La prima risoluzione, approvata il 19 settembre 2019 , condanna sia il nazismo che il comunismo sovietico per i crimini commessi contro l’umanità e sottolinea la necessità di preservare una memoria storica condivisa, riconoscendo le sofferenze inflitte dai regimi totalitari del XX secolo.
La risoluzione evidenzia come entrambi abbiano lasciato una scia di distruzione e repressione che non può essere relativizzata o minimizzata.
Più recentemente, nel gennaio 2025, il Parlamento Europeo ha rafforzato questa posizione con una ulteriore risoluzione, chiedendo il divieto dell’uso di simboli nazisti e sovietici negli spazi pubblici all’interno dell’Unione Europea.
La risoluzione nasce dalla consapevolezza che, mentre in molti Paesi europei i simboli nazisti sono vietati e condannati senza ambiguità, la simbologia sovietica viene talvolta ancora banalizzata o perfino celebrata. L’obiettivo è quello di garantire un approccio coerente nella condanna di tutti i totalitarismi e delle ideologie che hanno portato alla repressione di milioni di persone.
Ci si chiede quindi perché il Teatro alla Scala, un’istituzione culturale di fama mondiale, abbia ritenuto appropriato inserire la mappa dell’URSS in uno spettacolo destinato ai più giovani, senza fornire alcuna spiegazione storica? In un periodo in cui l'Ucraina, paese libero che lotta per la sua indipendenza contro il totalitarismo del Cremlino che allarga i suoi confini, risvegliare le ombre del passato attraverso questo tipo di scelte non può essere trattato con superficialità.
L’arte non è mai neutrale e, soprattutto quando si tratta di spettacoli destinati al pubblico giovane, ha la responsabilità di trasmettere valori chiari che confermino le conquiste delle virtù europee dopo la Seconda Guerra Mondiale.
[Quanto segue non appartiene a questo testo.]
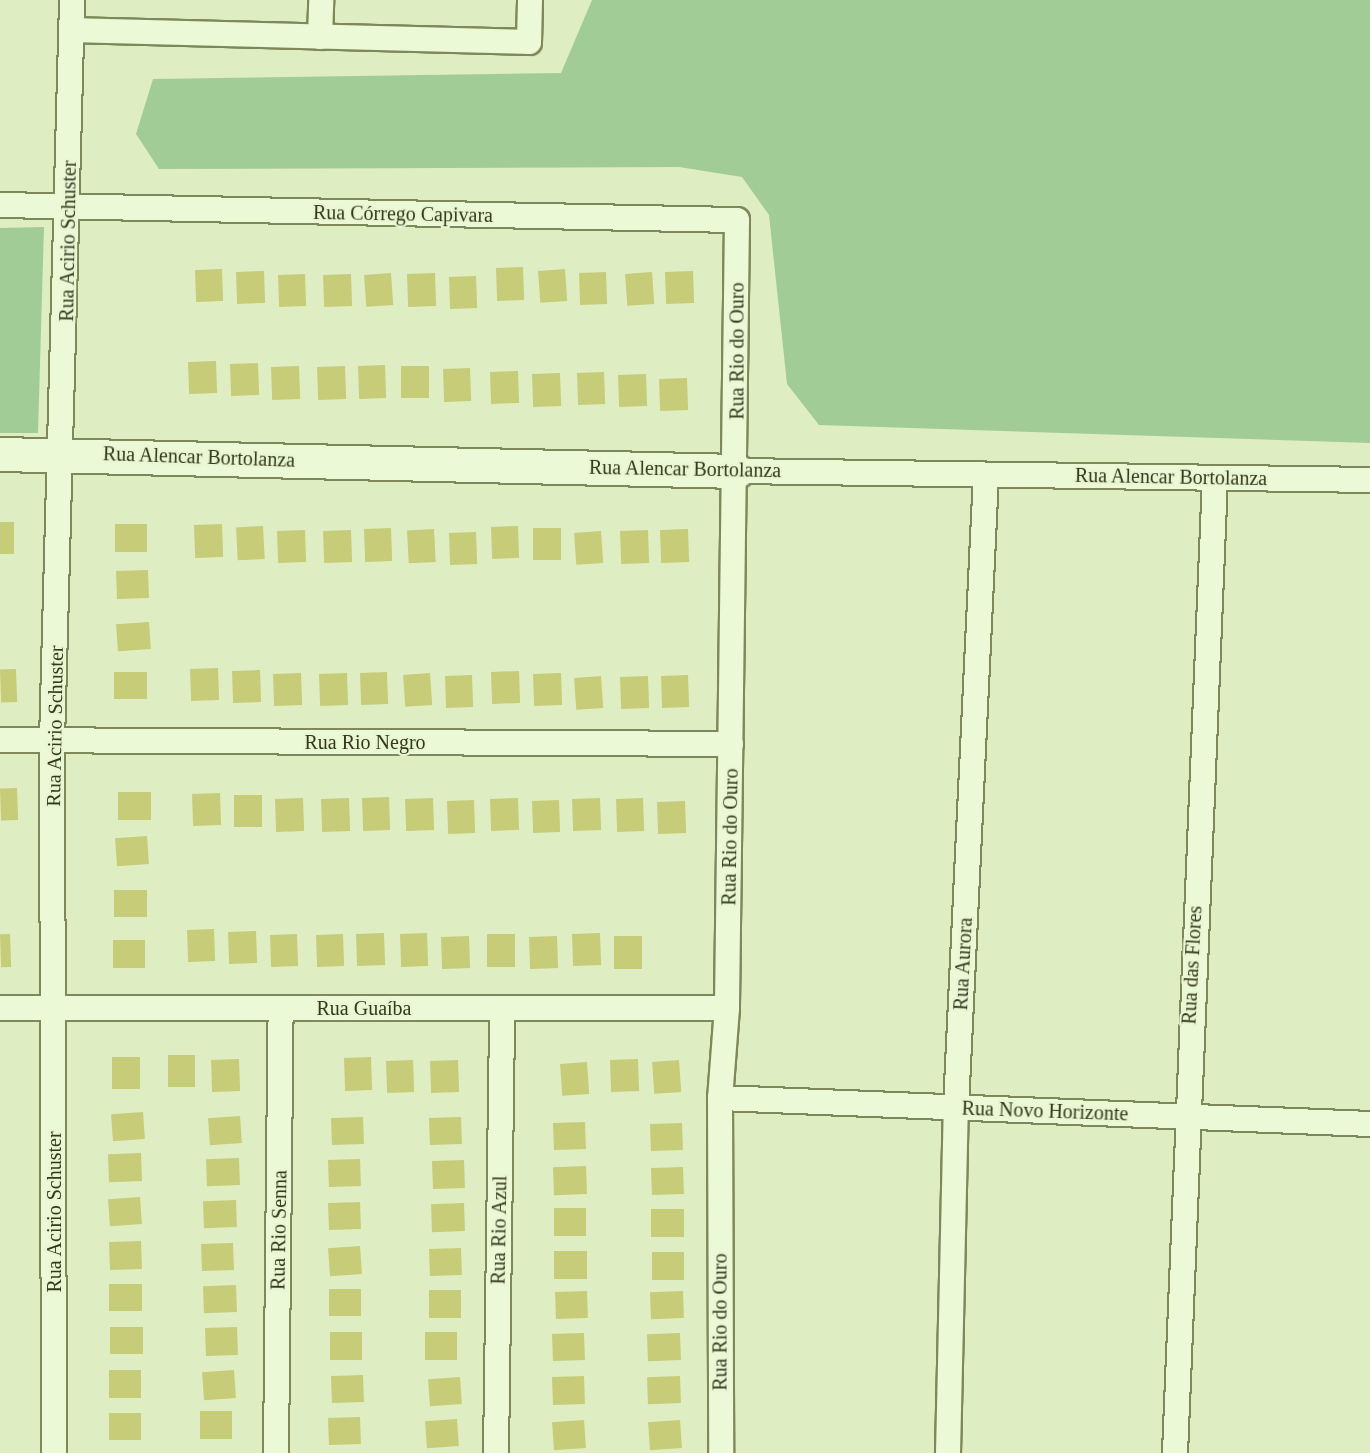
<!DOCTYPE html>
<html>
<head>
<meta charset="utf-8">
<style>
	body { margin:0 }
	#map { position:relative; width:1370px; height:1453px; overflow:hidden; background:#deeec2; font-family:"Times New Roman",serif }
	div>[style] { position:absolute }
	.green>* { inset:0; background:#a2cc96 }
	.building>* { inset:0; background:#c6cc78; transform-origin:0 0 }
	.roads { filter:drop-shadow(2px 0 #7f8859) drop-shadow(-2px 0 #7f8859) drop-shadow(0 2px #7f8859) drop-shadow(0 -2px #7f8859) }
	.street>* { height:24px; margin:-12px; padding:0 12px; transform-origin:12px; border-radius:12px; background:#ecf9d6 }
	.secondary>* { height:33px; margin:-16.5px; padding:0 16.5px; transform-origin:16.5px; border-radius:16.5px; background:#ecf9d6 }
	span { translate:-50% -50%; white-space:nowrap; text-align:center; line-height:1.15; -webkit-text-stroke:4.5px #e8f6d2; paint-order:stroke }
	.street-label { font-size:20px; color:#34381e }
</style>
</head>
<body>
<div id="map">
	<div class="green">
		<div style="clip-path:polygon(592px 0,1370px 0,1370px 443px,819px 425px,787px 384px,769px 215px,742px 177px,679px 167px,159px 169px,136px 134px,153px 79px,561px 73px)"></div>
		<div style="clip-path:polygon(44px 227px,38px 433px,0 433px,0 228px)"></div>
	</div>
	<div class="building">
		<div style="left:523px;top:267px;width:33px;height:27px;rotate:88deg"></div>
		<div style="left:222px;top:269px;width:32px;height:27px;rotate:88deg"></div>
		<div style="left:565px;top:269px;width:32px;height:27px;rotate:86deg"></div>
		<div style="left:264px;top:271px;width:32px;height:28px;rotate:88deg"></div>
		<div style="left:693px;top:271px;width:32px;height:28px;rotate:88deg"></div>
		<div style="left:606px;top:272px;width:32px;height:27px;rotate:88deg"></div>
		<div style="left:652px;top:272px;width:32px;height:27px;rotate:86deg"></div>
		<div style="left:391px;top:273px;width:32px;height:27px;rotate:86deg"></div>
		<div style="left:435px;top:273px;width:33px;height:28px;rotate:88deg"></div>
		<div style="left:305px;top:274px;width:32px;height:27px;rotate:88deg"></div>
		<div style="left:351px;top:274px;width:32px;height:28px;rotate:88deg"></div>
		<div style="left:476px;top:276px;width:32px;height:27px;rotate:88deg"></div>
		<div style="left:216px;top:361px;width:32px;height:28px;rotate:88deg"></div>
		<div style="left:258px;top:363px;width:32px;height:28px;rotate:88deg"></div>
		<div style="left:385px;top:365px;width:33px;height:27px;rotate:88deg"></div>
		<div style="left:299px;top:366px;width:33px;height:28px;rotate:88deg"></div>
		<div style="left:345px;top:366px;width:33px;height:28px;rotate:88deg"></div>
		<div style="left:429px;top:366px;width:32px;height:28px;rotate:90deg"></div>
		<div style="left:470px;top:368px;width:33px;height:27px;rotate:88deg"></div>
		<div style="left:518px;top:371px;width:32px;height:28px;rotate:88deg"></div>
		<div style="left:604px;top:372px;width:32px;height:27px;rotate:88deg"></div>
		<div style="left:560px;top:373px;width:33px;height:28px;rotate:88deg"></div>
		<div style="left:646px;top:374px;width:32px;height:28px;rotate:88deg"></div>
		<div style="left:687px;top:378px;width:32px;height:28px;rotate:88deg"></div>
		<div style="left:0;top:522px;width:14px;height:32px"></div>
		<div style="left:115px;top:524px;width:32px;height:28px"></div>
		<div style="left:222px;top:524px;width:33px;height:28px;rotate:88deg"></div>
		<div style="left:263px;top:526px;width:33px;height:27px;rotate:87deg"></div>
		<div style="left:518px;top:526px;width:32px;height:27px;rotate:88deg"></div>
		<div style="left:391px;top:528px;width:33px;height:27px;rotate:88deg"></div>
		<div style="left:561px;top:528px;width:32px;height:28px;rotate:90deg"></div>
		<div style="left:434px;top:529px;width:33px;height:27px;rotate:87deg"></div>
		<div style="left:688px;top:529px;width:33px;height:28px;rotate:88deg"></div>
		<div style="left:305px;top:530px;width:32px;height:28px;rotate:88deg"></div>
		<div style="left:351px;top:530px;width:32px;height:28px;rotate:88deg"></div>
		<div style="left:648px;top:530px;width:33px;height:28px;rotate:88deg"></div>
		<div style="left:601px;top:531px;width:32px;height:27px;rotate:86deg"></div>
		<div style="left:476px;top:532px;width:32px;height:27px;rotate:88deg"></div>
		<div style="left:148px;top:570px;width:28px;height:32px;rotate:88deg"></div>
		<div style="left:149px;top:622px;width:27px;height:33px;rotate:86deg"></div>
		<div style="left:218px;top:668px;width:32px;height:28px;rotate:88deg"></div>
		<div style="left:16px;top:669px;width:33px;height:16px;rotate:88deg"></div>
		<div style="left:260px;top:670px;width:32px;height:28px;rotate:88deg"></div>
		<div style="left:519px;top:671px;width:32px;height:28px;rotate:88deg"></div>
		<div style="left:147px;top:672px;width:27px;height:33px;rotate:90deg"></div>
		<div style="left:387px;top:672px;width:32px;height:27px;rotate:88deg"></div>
		<div style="left:301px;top:673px;width:32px;height:28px;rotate:88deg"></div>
		<div style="left:347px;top:673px;width:32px;height:28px;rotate:88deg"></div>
		<div style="left:430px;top:673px;width:32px;height:27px;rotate:86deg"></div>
		<div style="left:561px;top:673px;width:32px;height:28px;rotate:88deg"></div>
		<div style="left:472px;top:675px;width:32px;height:27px;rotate:88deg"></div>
		<div style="left:688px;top:675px;width:32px;height:27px;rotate:88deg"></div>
		<div style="left:601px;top:676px;width:32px;height:27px;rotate:86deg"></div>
		<div style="left:648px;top:676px;width:32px;height:28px;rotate:88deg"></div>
		<div style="left:17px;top:788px;width:32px;height:17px;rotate:88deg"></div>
		<div style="left:151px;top:792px;width:28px;height:33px;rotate:90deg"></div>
		<div style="left:220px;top:793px;width:32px;height:28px;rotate:88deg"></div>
		<div style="left:262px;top:795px;width:32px;height:28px;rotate:90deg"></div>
		<div style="left:389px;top:797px;width:33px;height:27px;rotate:88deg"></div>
		<div style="left:303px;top:798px;width:33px;height:28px;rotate:88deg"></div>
		<div style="left:349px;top:798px;width:33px;height:28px;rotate:88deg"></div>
		<div style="left:433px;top:798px;width:32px;height:28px;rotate:88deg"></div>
		<div style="left:518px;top:798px;width:32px;height:28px;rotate:88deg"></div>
		<div style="left:600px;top:798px;width:32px;height:28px;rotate:88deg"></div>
		<div style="left:643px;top:798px;width:33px;height:27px;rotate:88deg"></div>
		<div style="left:474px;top:800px;width:33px;height:27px;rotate:88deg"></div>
		<div style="left:559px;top:800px;width:32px;height:27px;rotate:88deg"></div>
		<div style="left:685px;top:801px;width:32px;height:28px;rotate:88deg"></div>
		<div style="left:147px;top:836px;width:28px;height:32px;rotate:86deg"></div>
		<div style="left:114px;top:890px;width:33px;height:27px"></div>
		<div style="left:214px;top:929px;width:32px;height:27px;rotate:88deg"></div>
		<div style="left:256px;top:931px;width:32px;height:28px;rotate:88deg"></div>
		<div style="left:384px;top:933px;width:32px;height:28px;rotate:88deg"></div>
		<div style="left:427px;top:933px;width:33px;height:27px;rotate:88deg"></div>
		<div style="left:600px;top:933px;width:32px;height:28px;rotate:88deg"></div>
		<div style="left:10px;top:934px;width:33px;height:10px;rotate:88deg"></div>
		<div style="left:297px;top:934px;width:32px;height:27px;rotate:88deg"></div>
		<div style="left:343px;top:934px;width:32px;height:27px;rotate:88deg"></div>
		<div style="left:487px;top:934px;width:28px;height:33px"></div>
		<div style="left:469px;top:936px;width:32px;height:28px;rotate:88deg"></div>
		<div style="left:557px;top:936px;width:32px;height:28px;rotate:88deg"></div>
		<div style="left:614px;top:936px;width:28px;height:33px"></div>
		<div style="left:113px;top:940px;width:32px;height:28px"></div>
		<div style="left:168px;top:1055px;width:27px;height:32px"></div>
		<div style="left:112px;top:1057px;width:28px;height:32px"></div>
		<div style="left:371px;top:1057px;width:33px;height:27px;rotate:88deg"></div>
		<div style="left:239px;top:1059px;width:32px;height:28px;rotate:88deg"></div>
		<div style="left:638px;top:1059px;width:32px;height:28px;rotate:88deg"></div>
		<div style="left:413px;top:1060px;width:32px;height:27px;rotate:88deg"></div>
		<div style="left:458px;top:1060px;width:32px;height:28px;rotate:88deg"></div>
		<div style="left:679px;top:1060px;width:32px;height:27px;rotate:86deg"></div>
		<div style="left:587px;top:1062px;width:32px;height:27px;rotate:86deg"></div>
		<div style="left:143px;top:1112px;width:27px;height:32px;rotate:86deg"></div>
		<div style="left:240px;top:1116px;width:27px;height:32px;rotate:86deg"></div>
		<div style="left:363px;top:1117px;width:27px;height:32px;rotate:88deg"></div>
		<div style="left:461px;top:1117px;width:27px;height:32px;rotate:88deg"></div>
		<div style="left:585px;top:1122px;width:27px;height:32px;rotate:88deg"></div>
		<div style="left:682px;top:1123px;width:27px;height:32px;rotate:88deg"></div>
		<div style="left:141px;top:1153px;width:28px;height:33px;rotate:88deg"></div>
		<div style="left:239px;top:1158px;width:27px;height:33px;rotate:88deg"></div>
		<div style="left:360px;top:1159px;width:27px;height:32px;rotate:88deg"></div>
		<div style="left:464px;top:1160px;width:28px;height:32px;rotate:88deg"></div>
		<div style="left:586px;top:1166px;width:28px;height:33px;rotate:88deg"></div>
		<div style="left:683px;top:1167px;width:27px;height:32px;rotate:88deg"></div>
		<div style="left:140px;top:1197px;width:27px;height:32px;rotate:86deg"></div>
		<div style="left:236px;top:1200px;width:27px;height:33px;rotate:88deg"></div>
		<div style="left:360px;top:1202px;width:27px;height:32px;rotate:88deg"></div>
		<div style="left:464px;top:1203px;width:28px;height:33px;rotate:88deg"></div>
		<div style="left:586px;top:1208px;width:28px;height:32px;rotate:90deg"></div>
		<div style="left:651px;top:1209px;width:33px;height:28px"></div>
		<div style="left:141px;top:1241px;width:28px;height:32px;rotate:88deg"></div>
		<div style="left:233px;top:1243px;width:27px;height:32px;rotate:88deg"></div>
		<div style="left:360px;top:1246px;width:28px;height:32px;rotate:86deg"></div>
		<div style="left:461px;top:1248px;width:27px;height:32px;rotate:88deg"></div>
		<div style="left:587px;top:1251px;width:28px;height:33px;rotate:90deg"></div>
		<div style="left:652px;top:1252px;width:32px;height:28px"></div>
		<div style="left:109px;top:1284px;width:33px;height:27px"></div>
		<div style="left:236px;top:1285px;width:27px;height:33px;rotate:88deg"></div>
		<div style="left:329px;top:1289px;width:32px;height:27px"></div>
		<div style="left:429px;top:1290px;width:32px;height:28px"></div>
		<div style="left:587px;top:1291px;width:27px;height:32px;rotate:88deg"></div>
		<div style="left:683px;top:1291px;width:27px;height:33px;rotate:88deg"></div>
		<div style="left:110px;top:1327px;width:33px;height:27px"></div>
		<div style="left:237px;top:1327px;width:28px;height:32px;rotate:88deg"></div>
		<div style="left:330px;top:1332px;width:32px;height:28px"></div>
		<div style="left:457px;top:1332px;width:28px;height:32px;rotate:90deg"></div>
		<div style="left:584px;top:1333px;width:27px;height:32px;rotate:88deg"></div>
		<div style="left:680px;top:1333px;width:27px;height:33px;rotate:88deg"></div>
		<div style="left:109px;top:1370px;width:32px;height:28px"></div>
		<div style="left:234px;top:1370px;width:28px;height:32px;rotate:86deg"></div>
		<div style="left:363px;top:1375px;width:27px;height:32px;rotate:88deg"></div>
		<div style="left:584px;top:1376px;width:28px;height:32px;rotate:88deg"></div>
		<div style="left:680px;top:1376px;width:27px;height:33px;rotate:88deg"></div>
		<div style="left:460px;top:1377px;width:27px;height:32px;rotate:86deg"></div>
		<div style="left:200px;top:1411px;width:32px;height:28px"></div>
		<div style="left:109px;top:1413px;width:32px;height:27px"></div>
		<div style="left:360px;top:1417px;width:27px;height:32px;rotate:88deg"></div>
		<div style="left:457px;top:1419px;width:27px;height:32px;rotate:86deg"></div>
		<div style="left:584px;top:1420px;width:28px;height:32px;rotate:86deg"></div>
		<div style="left:680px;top:1420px;width:28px;height:32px;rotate:86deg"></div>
	</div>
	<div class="roads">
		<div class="street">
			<div style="left:72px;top:30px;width:457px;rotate:1.5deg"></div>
			<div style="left:529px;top:42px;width:42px;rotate:-88.6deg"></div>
			<div style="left:320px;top:37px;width:37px;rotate:-88deg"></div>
			<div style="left:0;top:205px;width:737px;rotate:1.17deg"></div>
			<div style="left:737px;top:220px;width:788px;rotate:90.73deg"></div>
			<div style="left:727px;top:1008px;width:90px;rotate:94.4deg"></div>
			<div style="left:720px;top:1098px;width:355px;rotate:89.8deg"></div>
			<div style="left:737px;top:471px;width:633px;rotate:0.81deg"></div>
			<div style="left:0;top:740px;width:731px;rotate:0.31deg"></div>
			<div style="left:0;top:1008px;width:727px"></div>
			<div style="left:720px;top:1098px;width:651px;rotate:2.29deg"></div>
			<div style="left:54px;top:1453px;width:712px;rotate:-90.16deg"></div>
			<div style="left:52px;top:741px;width:741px;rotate:-88.45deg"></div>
			<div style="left:276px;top:1453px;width:445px;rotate:-89.4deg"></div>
			<div style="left:496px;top:1453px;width:445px;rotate:-89.2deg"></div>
			<div style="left:948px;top:1453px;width:346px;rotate:-88.7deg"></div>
			<div style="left:956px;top:1107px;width:633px;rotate:-87.28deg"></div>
			<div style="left:1175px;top:1453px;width:976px;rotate:-87.65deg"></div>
		</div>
		<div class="secondary">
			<div style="left:0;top:454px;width:737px;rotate:1.32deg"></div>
		</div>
	</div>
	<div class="street-label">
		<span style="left:403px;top:214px;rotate:1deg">Rua Córrego Capivara</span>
		<span style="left:68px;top:241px;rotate:-89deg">Rua Acirio Schuster</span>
		<span style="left:737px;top:351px;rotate:-90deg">Rua Rio do Ouro</span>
		<span style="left:199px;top:457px;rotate:2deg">Rua Alencar Bortolanza</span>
		<span style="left:685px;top:469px;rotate:1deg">Rua Alencar Bortolanza</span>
		<span style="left:1171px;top:477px;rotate:1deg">Rua Alencar Bortolanza</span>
		<span style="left:55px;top:726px;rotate:-89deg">Rua Acirio Schuster</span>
		<span style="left:365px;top:742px">Rua Rio Negro</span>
		<span style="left:730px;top:837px;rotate:-89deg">Rua Rio do Ouro</span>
		<span style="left:963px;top:964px;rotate:-87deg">Rua Aurora</span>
		<span style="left:1192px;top:965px;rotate:-87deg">Rua das Flores</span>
		<span style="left:364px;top:1008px">Rua Guaíba</span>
		<span style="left:1045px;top:1111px;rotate:2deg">Rua Novo Horizonte</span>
		<span style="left:54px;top:1212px;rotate:-90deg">Rua Acirio Schuster</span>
		<span style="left:279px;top:1230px;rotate:-89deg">Rua Rio Senna</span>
		<span style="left:499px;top:1230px;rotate:-89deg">Rua Rio Azul</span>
		<span style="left:720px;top:1322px;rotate:-90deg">Rua Rio do Ouro</span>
	</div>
</div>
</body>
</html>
La presenza della mappa sovietica senza alcun contesto storico rischia di trasformare un simbolo di oppressione e terrore in un semplice elemento scenografico, cancellando la memoria di milioni di vittime.
Di fronte alle proteste, la soluzione appare semplice e doverosa: rimuovere la mappa dell’URSS e sostituirla con una rappresentazione storicamente e moralmente più adeguata. Non si tratta di censura, ma di rispetto per la storia e per la sofferenza di chi ha subito le atrocità di quel regime.
Il Teatro alla Scala ha oggi l’opportunità di dimostrare che la cultura è uno strumento di consapevolezza e giustizia. Ignorare questa richiesta significherebbe legittimare, seppur involontariamente, una narrazione che minimizza o addirittura glorifica un passato fatto di violenza e oppressione.
Milano, nonché la sua istituzione culturale più prestigiosa e d’avanguardia, possono e devono fare la differenza: la rimozione di quella mappa sarebbe un gesto di rispetto e di responsabilità, un segnale forte che l’arte non può essere complice dell’oblio, ma deve essere veicolo di memoria e verità.